Review: Mr. and Mrs. X #1

In the years that I’ve been writing this blog, I’ve reviewed scores of X-Men comics.  I’ve done snippets, paragraphs, and even full-blown examinations.  And over the years, I’ve found that there is, frankly, a lot of crap that comes out.  In writing reviews, for both personal fulfillment as well as trying to get those ever-elusive hits (without resorting to click-bait rubbish), I’ve found that it’s a lot easier to review bad comics than it is good ones.  Perhaps that’s because it’s so much easier to explain how something is wrong and why it doesn’t work than it is to explain exactly why something is good beyond “this is good”.  Perhaps it’s that people want to see something torn apart rather than supported.

Whatever, the reason, I’ve gotten a lot more run out of tearing crap down than building the cream up.

But once in a while, a book comes around that is just really good.  It has a premise that a year ago I’d probably never have thought was a good idea.  It comes out of a shock-ending to a forced “milestone” event that a year ago I’d probably have hated with every core of my being.  It involves two characters that I’ve preached for years should not have anything to do with one another if they ever want to have readable stories told about them.

But once in a while, I’m proven very wrong.  With her work in the Rogue and Gambit mini-series, writer Kelly Thompson proved to me that Rogue and Gambit belong together.  Far more than Kitty Pryde and Colossus.  Perhaps even more than Cyclops and Jean Grey at this point.  The book was excellent and made me appreciate not only the strength of the two characters, but the strength of the relationship they’ve had over the past 25+ years.  It was, in my opinion, the best Rogue has been written since Mike Carey left the line.  It was the best Gambit has been written…probably since Fabian Nicieza was writing his solo book.  Both characters shined because they had the other one to play off of.  It made me think, for the first time since I was a kid watching the original animated series, that these two should be together.

I had just hoped that once the mini was done, some other writer would pick up on what Thompson had done and run with it.  When I saw them get married in the pages of X-Men: Gold, my initial thought was that it had gone way too far too quickly.  That was, until I saw at the end that Kelly Thompson would be taking the two characters off into their own ongoing title.  And I got really excited.

So, with the release of Mr. and Mrs.
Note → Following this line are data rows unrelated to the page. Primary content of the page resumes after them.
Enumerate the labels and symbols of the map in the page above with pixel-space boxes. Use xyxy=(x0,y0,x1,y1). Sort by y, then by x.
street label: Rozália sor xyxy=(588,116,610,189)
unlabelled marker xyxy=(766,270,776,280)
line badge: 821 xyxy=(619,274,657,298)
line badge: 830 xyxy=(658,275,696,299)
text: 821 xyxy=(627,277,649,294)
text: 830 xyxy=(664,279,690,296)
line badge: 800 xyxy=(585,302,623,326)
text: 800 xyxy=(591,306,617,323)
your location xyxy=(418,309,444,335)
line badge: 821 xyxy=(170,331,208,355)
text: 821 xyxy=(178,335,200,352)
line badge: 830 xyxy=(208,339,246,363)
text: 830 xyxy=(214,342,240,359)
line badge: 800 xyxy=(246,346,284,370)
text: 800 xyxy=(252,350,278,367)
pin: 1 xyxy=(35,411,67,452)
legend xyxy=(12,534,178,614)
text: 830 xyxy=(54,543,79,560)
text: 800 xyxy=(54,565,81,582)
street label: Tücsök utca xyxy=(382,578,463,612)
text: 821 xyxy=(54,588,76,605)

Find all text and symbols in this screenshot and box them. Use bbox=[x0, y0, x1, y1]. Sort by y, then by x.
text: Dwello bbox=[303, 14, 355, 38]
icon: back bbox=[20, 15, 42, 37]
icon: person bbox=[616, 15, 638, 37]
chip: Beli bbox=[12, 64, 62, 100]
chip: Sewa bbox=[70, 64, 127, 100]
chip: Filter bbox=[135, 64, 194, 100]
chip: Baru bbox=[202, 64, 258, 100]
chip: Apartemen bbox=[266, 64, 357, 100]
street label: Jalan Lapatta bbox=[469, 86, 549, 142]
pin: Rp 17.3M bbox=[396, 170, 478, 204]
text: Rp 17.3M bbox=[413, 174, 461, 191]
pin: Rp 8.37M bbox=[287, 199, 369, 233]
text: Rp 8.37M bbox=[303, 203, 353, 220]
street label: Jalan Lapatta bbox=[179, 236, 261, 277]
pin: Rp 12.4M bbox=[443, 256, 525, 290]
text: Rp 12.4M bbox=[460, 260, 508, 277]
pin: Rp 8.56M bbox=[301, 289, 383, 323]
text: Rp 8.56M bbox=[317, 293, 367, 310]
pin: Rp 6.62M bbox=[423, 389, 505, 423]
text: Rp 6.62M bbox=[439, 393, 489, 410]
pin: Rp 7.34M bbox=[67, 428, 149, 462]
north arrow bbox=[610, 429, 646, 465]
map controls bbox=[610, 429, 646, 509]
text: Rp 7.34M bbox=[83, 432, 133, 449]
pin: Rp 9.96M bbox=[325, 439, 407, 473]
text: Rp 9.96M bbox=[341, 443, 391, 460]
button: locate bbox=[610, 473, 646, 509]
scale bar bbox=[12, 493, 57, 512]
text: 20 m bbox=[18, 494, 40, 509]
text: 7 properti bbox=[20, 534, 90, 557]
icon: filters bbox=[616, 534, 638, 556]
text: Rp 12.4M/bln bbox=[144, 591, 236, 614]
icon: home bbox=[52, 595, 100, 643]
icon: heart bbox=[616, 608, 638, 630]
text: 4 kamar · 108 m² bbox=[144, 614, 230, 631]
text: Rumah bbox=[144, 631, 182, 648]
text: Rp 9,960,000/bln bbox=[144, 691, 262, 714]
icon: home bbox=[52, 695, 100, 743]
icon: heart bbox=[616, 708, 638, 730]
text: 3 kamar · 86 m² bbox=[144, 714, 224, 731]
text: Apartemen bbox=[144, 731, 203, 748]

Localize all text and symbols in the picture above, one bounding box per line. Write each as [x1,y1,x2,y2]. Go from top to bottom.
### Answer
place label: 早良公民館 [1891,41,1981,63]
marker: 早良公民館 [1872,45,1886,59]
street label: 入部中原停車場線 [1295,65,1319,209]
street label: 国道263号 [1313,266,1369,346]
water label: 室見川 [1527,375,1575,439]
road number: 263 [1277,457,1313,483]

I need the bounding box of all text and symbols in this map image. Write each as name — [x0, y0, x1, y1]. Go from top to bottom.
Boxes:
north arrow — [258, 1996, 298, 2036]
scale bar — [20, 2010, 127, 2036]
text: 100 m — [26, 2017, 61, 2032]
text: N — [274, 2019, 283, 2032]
X, despite having a rather unfortunate title (wouldn’t you think it would pick up a casual eye being called Rogue and Gambit?), I had high expectations for the title.  Kelly Thompson had proven herself the perfect writer to handle these two characters, but could she keep the magic going?

I am happy to report that I was not disappointed.

The debut issue of Mr. and Mrs. X was quite astonishing (see what I did there?).  My full review will be after the jump.  There are heavy SPOILERS within.

One of the biggest problems with the wedding of Rogue and Gambit back in X-Men Gold #30 was that it was almost “blink and you miss it”.  The book had been promoted and built to as the wedding between Colossus and Kitty Pryde.  The entire thing – proposal and marriage – happened in the last five pages of a 30 page story.  Sure, it got the shock thing nailed, but for fans of Gambit and Rogue (and I found out with my Top 100 X-Men List that there are a TON of them), the two characters really deserved a full wedding issue.

Well, that’s exactly what this issue delivers.  To set up the premise of the title, Kelly Thompson made the wise decision to revisit and expand the flash wedding rather than to simply toss it out in exposition or even leaving it to the dreaded recap page.  It picks up just after the proposal as both the newly minted bride and groom get themselves ready for the ceremony.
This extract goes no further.